Given records

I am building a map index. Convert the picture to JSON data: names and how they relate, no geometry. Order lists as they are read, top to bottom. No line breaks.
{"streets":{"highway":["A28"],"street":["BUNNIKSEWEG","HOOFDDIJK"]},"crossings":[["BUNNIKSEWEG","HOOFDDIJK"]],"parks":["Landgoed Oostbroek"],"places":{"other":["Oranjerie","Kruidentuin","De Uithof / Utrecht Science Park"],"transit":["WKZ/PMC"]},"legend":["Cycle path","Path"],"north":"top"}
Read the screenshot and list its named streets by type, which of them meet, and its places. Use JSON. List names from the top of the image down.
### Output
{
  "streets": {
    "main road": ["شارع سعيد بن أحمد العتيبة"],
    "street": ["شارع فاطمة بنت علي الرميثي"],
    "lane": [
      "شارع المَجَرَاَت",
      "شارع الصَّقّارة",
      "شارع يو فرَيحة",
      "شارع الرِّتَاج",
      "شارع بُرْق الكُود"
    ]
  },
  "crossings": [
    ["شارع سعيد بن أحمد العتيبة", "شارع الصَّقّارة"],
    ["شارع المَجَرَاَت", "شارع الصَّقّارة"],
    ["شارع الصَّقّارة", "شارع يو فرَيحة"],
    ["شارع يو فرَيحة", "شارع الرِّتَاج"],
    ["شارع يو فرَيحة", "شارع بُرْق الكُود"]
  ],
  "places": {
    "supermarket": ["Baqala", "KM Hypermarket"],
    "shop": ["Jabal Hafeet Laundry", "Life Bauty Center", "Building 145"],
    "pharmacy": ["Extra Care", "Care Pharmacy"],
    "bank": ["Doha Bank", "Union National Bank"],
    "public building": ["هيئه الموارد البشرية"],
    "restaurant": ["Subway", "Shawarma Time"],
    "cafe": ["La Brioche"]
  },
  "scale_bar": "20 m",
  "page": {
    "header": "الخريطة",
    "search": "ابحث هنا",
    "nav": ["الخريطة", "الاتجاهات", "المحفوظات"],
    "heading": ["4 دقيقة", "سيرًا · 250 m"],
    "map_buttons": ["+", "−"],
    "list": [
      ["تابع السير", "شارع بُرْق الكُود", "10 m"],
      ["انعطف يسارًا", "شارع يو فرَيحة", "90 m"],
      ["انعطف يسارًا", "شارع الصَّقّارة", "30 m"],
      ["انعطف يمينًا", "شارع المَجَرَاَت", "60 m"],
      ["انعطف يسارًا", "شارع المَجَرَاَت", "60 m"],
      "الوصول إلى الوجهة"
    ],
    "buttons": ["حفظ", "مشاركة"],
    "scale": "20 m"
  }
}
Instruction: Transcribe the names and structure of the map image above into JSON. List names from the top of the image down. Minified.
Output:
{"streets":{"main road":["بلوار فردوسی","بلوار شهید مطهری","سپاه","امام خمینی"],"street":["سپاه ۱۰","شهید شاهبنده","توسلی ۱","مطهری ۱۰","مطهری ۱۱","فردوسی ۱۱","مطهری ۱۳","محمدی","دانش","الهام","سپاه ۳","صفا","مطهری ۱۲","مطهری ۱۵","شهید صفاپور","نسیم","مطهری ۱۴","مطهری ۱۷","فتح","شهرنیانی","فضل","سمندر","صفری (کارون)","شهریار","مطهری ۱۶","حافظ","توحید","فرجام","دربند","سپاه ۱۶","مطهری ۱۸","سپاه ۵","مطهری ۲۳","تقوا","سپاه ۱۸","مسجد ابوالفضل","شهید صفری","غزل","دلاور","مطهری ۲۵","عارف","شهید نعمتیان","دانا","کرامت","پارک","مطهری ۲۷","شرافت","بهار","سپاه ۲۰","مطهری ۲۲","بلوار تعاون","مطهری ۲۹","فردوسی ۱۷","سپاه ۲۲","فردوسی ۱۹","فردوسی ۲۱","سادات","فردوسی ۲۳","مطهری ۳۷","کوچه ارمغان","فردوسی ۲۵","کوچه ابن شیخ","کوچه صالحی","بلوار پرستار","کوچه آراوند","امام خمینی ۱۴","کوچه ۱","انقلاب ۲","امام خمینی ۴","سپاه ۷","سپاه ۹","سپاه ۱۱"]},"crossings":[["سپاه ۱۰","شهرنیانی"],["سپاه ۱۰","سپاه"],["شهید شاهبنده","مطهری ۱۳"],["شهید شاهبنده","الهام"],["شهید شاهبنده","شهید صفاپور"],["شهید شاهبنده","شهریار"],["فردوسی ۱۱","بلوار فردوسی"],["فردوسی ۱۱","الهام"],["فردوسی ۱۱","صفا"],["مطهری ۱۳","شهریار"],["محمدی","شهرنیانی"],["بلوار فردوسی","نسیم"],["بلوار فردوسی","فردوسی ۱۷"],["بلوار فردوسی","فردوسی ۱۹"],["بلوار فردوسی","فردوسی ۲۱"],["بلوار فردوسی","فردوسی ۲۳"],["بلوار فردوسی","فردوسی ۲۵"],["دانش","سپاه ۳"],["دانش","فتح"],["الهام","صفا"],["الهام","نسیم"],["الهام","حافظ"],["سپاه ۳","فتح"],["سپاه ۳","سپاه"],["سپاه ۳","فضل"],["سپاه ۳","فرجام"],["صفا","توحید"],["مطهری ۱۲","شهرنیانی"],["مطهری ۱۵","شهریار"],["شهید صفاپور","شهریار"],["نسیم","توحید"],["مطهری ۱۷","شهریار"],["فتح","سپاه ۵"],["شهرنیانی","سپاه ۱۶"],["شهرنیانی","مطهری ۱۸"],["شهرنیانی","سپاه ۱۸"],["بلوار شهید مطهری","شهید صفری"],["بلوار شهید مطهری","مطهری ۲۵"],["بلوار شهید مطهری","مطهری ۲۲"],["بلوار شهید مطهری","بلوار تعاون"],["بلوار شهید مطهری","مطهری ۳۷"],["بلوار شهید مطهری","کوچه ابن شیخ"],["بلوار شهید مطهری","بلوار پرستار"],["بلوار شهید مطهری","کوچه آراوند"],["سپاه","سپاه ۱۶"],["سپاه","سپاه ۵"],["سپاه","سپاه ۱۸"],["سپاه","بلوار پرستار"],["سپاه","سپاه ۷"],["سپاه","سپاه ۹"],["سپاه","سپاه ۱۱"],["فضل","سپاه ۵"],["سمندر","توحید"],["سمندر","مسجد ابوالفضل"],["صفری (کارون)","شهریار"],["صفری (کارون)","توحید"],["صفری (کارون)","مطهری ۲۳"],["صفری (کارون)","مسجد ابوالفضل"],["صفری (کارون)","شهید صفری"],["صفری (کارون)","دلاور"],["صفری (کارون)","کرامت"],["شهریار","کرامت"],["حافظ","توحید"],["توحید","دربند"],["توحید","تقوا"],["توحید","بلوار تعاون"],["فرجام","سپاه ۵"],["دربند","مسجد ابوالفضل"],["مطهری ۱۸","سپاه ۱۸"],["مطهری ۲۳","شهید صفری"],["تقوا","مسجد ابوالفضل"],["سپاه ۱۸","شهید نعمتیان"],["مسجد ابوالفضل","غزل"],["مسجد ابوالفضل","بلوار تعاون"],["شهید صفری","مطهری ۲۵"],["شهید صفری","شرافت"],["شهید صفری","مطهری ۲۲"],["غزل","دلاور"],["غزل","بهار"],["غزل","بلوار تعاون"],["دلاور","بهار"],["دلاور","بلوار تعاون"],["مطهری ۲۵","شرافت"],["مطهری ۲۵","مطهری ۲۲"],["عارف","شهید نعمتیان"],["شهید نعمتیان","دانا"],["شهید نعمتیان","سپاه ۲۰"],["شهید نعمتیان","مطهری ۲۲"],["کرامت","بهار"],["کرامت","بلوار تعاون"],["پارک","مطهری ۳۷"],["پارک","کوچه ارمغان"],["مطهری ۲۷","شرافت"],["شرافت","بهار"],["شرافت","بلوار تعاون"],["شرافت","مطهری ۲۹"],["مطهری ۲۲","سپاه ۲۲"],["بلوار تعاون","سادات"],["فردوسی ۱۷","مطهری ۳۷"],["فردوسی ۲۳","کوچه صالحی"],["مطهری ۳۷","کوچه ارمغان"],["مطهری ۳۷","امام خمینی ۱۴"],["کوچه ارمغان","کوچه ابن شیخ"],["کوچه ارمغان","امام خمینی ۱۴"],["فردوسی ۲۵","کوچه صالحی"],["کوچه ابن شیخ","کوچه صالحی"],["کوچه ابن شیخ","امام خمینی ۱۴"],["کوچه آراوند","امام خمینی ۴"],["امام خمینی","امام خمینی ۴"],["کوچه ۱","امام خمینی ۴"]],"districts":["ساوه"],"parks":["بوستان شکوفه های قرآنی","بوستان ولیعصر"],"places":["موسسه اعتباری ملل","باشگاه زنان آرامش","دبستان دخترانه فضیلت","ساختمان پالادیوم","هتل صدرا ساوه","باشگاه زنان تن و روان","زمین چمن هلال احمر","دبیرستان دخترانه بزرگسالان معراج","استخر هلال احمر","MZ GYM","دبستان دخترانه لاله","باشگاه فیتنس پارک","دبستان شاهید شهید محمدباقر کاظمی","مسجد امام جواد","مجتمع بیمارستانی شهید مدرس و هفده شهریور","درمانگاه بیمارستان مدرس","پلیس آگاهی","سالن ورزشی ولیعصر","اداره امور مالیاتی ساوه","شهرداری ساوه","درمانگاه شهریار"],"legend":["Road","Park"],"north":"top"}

Exercise description
Over the whole of the material above, count the lines that contain the word "أحمد"; give only the number.

Answer
2